---------- RECORD EXTRACTS ----------

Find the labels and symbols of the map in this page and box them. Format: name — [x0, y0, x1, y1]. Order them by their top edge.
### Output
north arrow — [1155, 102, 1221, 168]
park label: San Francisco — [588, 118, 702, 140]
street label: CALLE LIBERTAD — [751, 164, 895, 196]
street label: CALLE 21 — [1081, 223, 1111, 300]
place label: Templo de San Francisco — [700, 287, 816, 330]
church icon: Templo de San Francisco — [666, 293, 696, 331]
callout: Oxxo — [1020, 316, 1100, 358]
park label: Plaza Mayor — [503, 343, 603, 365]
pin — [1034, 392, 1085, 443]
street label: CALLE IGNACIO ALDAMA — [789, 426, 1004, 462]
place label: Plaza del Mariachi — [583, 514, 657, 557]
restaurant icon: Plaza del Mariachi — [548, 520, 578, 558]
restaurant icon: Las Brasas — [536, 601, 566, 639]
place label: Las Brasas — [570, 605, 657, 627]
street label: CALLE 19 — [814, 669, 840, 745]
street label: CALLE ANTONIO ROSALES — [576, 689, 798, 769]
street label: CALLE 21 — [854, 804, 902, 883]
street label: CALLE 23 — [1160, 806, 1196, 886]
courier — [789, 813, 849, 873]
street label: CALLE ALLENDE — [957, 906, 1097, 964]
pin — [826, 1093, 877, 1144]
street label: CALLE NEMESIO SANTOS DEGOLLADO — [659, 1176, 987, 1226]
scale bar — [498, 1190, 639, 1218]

----------

— ASSIGNMENT —
Copy out each record from above, exactly.

— TASK RESULT —
Find the labels and symbols of the map in this page and box them. Format: name — [x0, y0, x1, y1]. Order them by their top edge.
### Output
north arrow — [1155, 102, 1221, 168]
park label: San Francisco — [588, 118, 702, 140]
street label: CALLE LIBERTAD — [751, 164, 895, 196]
street label: CALLE 21 — [1081, 223, 1111, 300]
place label: Templo de San Francisco — [700, 287, 816, 330]
church icon: Templo de San Francisco — [666, 293, 696, 331]
callout: Oxxo — [1020, 316, 1100, 358]
park label: Plaza Mayor — [503, 343, 603, 365]
pin — [1034, 392, 1085, 443]
street label: CALLE IGNACIO ALDAMA — [789, 426, 1004, 462]
place label: Plaza del Mariachi — [583, 514, 657, 557]
restaurant icon: Plaza del Mariachi — [548, 520, 578, 558]
restaurant icon: Las Brasas — [536, 601, 566, 639]
place label: Las Brasas — [570, 605, 657, 627]
street label: CALLE 19 — [814, 669, 840, 745]
street label: CALLE ANTONIO ROSALES — [576, 689, 798, 769]
street label: CALLE 21 — [854, 804, 902, 883]
street label: CALLE 23 — [1160, 806, 1196, 886]
courier — [789, 813, 849, 873]
street label: CALLE ALLENDE — [957, 906, 1097, 964]
pin — [826, 1093, 877, 1144]
street label: CALLE NEMESIO SANTOS DEGOLLADO — [659, 1176, 987, 1226]
scale bar — [498, 1190, 639, 1218]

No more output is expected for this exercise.